How to Choose Winter Hiking Snowshoes

Winter hiking snowshoes serve two key functions: they provide traction on icy trails and when climbing steep terrain, and they provide flotation over snow, so you don’t sink or posthole, which can be quite exhausting. While all of the winter hiking snowshoes listed above satisfy both of these requirements, some excel in the traction department, like the MSR Lightning Ascents, MSR Evo Ascents, Tubbs Flex VRTs, and TSL Symbioz Elites, while others emphasize flotation, like the Tubbs Mountaineers, Atlas Spindrifts, and the Crescent Moon Gold 10s. As a rule of thumb, tear-drop shaped snowshoes with synthetic riveted decks tend to emphasize flotation, while rectangular-shaped snowshoes are more traction-focused. If you’re going to be climbing ice-covered mountains predominantly, you’ll probably want a snowshoe that emphasizes traction, while snowshoes that focus on flotation, will be a better fit for areas where deep, powdery snow is the norm.

Snowshoes are bulky and can be difficult to pack
Snowshoes are bulky and can be difficult to pack

If you’re trying to choose between different snowshoes, there are four key properties that should guide your decision-making:

  1. Packability
  2. Weight
  3. Bindings
  4. Sizing

Packability

Most winter hikers carry multiple traction devices and switch between them during the day. If you’re hiking a packed trail, you might start out in bare boots, relying on your boot treads for traction because the less weight you have on your feet, the slower you’ll fatigue. If you encounter slick or icy terrain you might switch to microspikes, and then snowshoes, if you encounter fresh snow which hasn’t been packed down or is mixed up with slush.

In order to have these traction aids when you need them, you need to carry them. While microspikes are pretty easy to pack, snowshoes aren’t because they’re big and bulky. The bulk comes from their length, width, and thickness, which is primarily a function of the style of binding they use. Lay flat bindings like the simple straps on the MSR Lightning Ascent and the MSR Evo Ascent are the easiest snowshoes to attach or carry in a backpack, while snowshoes with Boa binding systems tend to be the bulkiest and most difficult to pack.

Weight

Weight is also a key factor when choosing which snowshoe to buy. Most snowshoes weigh four to five pounds, and they’re probably going to be the heaviest thing in your backpack, after water. That weight adds up during the course of a day, regardless of whether it’s in your backpack or on your feet.

Bindings

We’ve already considered the packability of snowshoe bindings, but there are other factors you should consider when making a selection, such as comfort, security, ease of use while wearing gloves, whether the binding can freeze and become inoperative, and how easy it is to repair if it does break. For example, some people worry that Boa closure systems can freeze up if they get wet and will cease to operate until they can be defrosted. It’s a valid concern. One of their advantages however, is that they easy to use while wearing gloves and provide a secure grip that’s unlikely to come undone once set. Contrast that to the flat straps used on MSR snowshoes. They’ll never freeze up, they’re easy to replace if torn or lost, but they can be hard to attach when wearing gloves, and they tend to pop open once or twice during a hike.

Sizing

Snowshoes come in a wide variety of sizes. These are determined by the total weight you want to carry (body weight + pack weight) and the amount of flotation you require. Men’s sizes are usually larger than women’s sizes, because men are taller and heavier, while women’s snowshoes tend to be narrower than men’s, because their gait isn’t as wide.

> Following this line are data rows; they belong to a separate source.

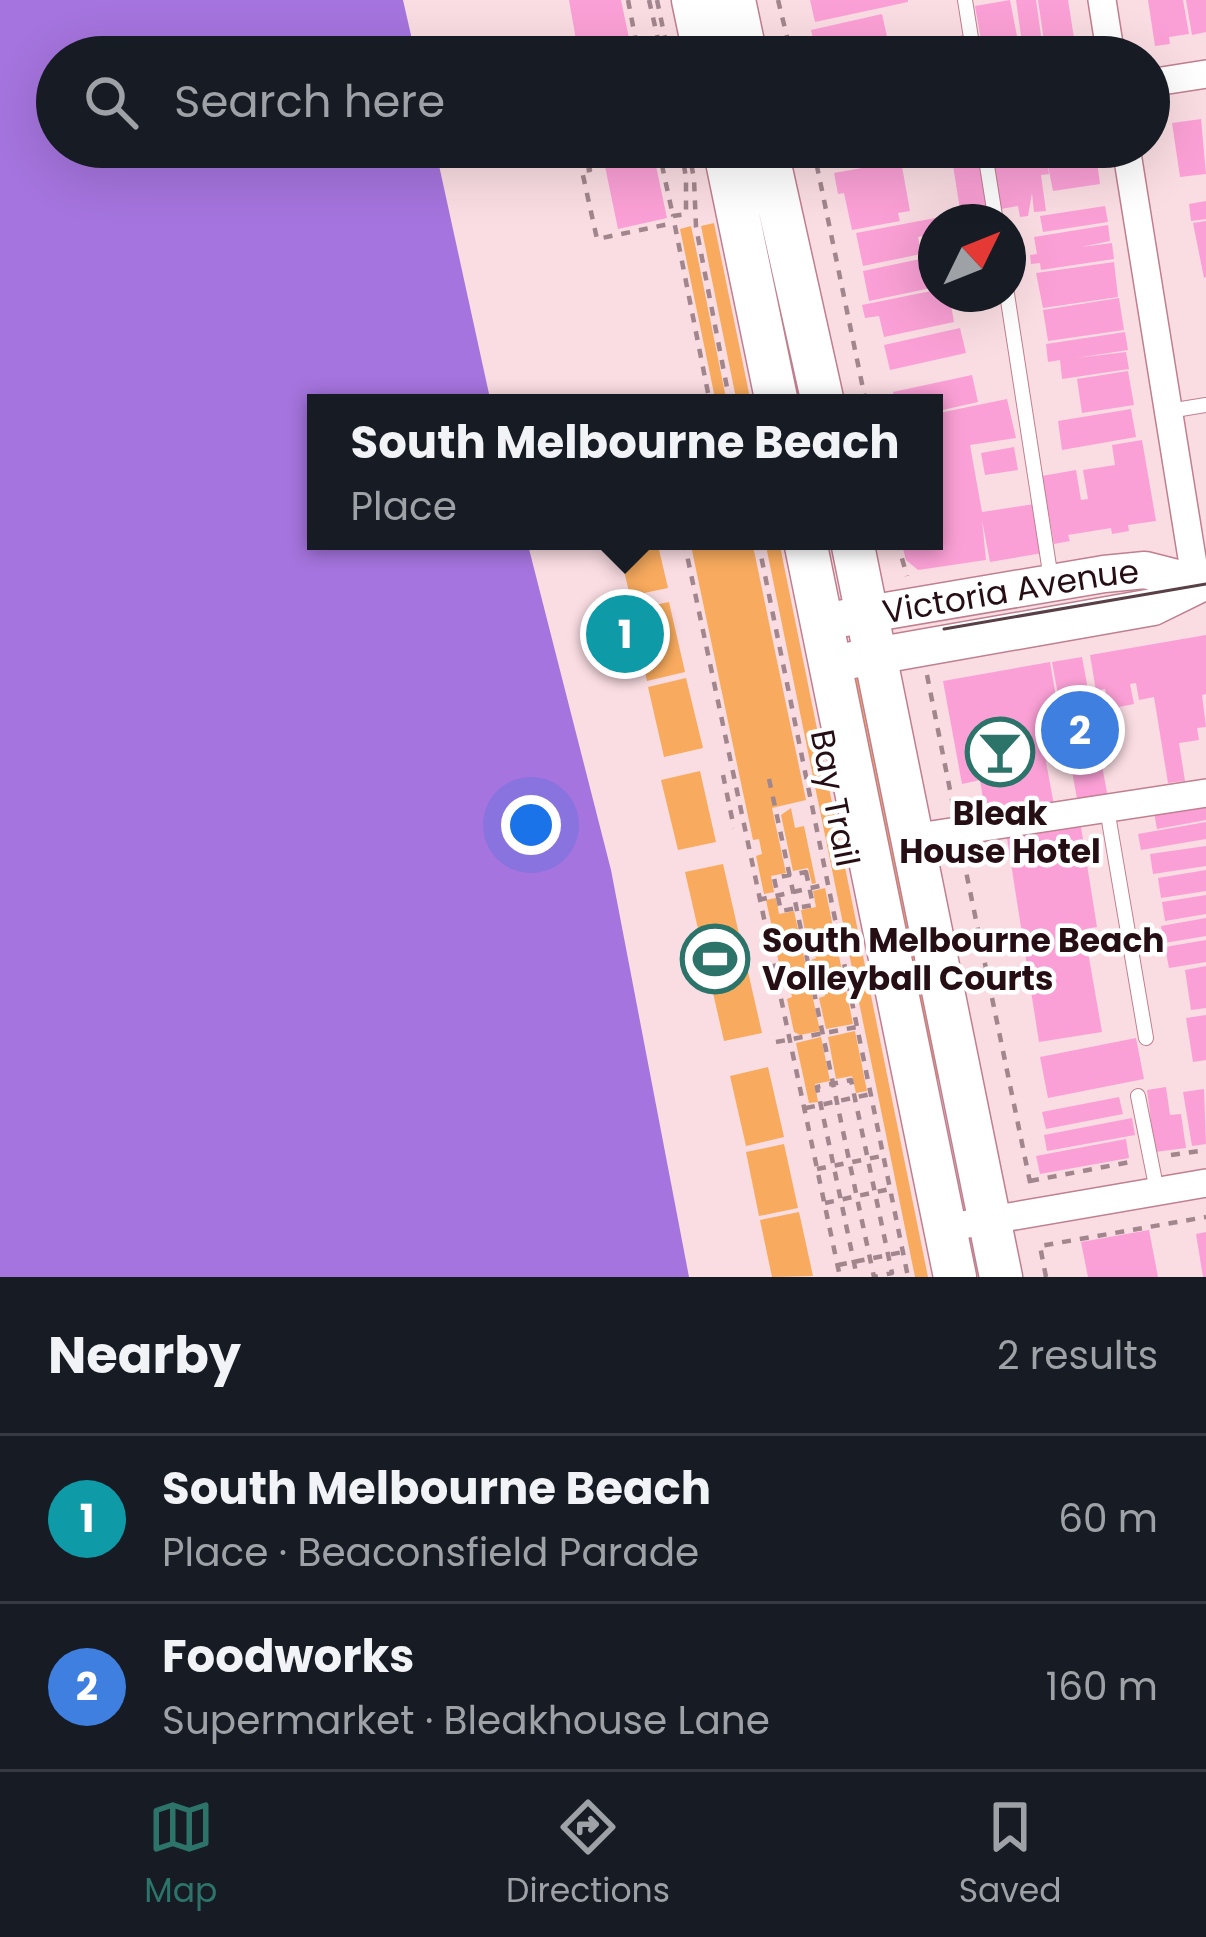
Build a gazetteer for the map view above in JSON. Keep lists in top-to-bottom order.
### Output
{
  "streets": {
    "street": ["Victoria Avenue"],
    "path": ["Bay Trail"]
  },
  "places": {
    "bar": ["Bleak House Hotel"],
    "sports": ["South Melbourne Beach Volleyball Courts"]
  },
  "north": "top right",
  "page": {
    "search": "Search here",
    "popup": ["South Melbourne Beach", "Place"],
    "pins": ["1", "2"],
    "heading": ["Nearby", "2 results"],
    "list": [
      {
        "mark": "1",
        "name": "South Melbourne Beach",
        "note": "Place · Beaconsfield Parade",
        "value": "60 m"
      },
      {
        "mark": "2",
        "name": "Foodworks",
        "note": "Supermarket · Bleakhouse Lane",
        "value": "160 m"
      }
    ],
    "nav": ["Map", "Directions", "Saved"]
  }
}
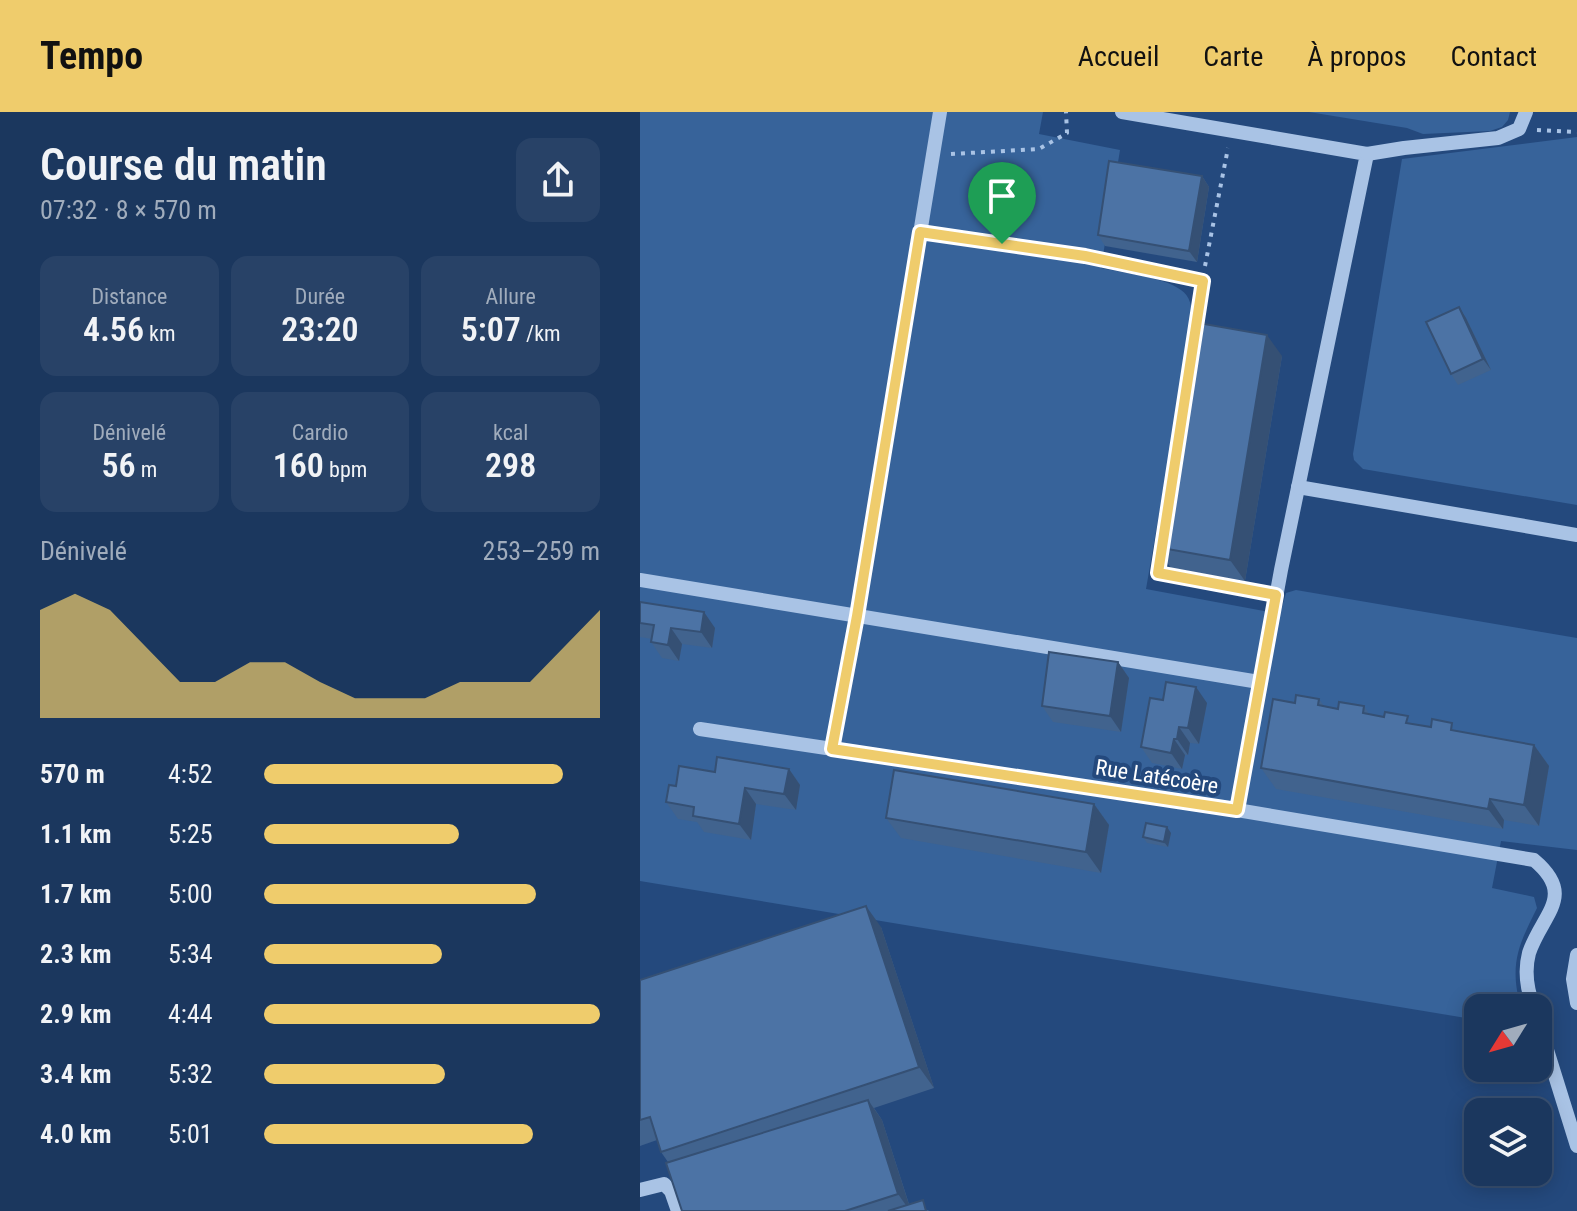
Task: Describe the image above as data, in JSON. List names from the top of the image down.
{
  "streets": {
    "street": ["Rue Latécoère"]
  },
  "north": "bottom left",
  "page": {
    "header": "Tempo",
    "nav": [
      "Accueil",
      "Carte",
      "À propos",
      "Contact"
    ],
    "heading": ["Course du matin", "07:32 · 8 × 570 m"],
    "stats": [
      ["Distance", "4.56 km"],
      ["Durée", "23:20"],
      ["Allure", "5:07 /km"],
      ["Dénivelé", "56 m"],
      ["Cardio", "160 bpm"],
      ["kcal", "298"]
    ],
    "chart": ["Dénivelé", "253–259 m"],
    "list": [
      {
        "name": "570 m",
        "note": "4:52"
      },
      {
        "name": "1.1 km",
        "note": "5:25"
      },
      {
        "name": "1.7 km",
        "note": "5:00"
      },
      {
        "name": "2.3 km",
        "note": "5:34"
      },
      {
        "name": "2.9 km",
        "note": "4:44"
      },
      {
        "name": "3.4 km",
        "note": "5:32"
      },
      {
        "name": "4.0 km",
        "note": "5:01"
      }
    ]
  }
}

If you’re buying a snowshoe that’s more traction oriented, you can sometimes drop a size below the manufacturer’s recommended sizing, especially if you’re hiking in an area that doesn’t get a lot of snow or you’re hiking on trails are that have been broken out by other hikers. Sizing is directly correlated to gear weight and this is a tactic you can use to lighten your load. If flotation is a priority, you can sometimes buy tails, which are add-on snowshoe extensions that make them longer and increase their surface area. This is another way to cut down on the weight of a snowshoe, because you can bring your tails when you need more flotation, but carry a lighter weight snowshoe in less challenging conditions.

Got a question? Leave a comment and I’ll reply.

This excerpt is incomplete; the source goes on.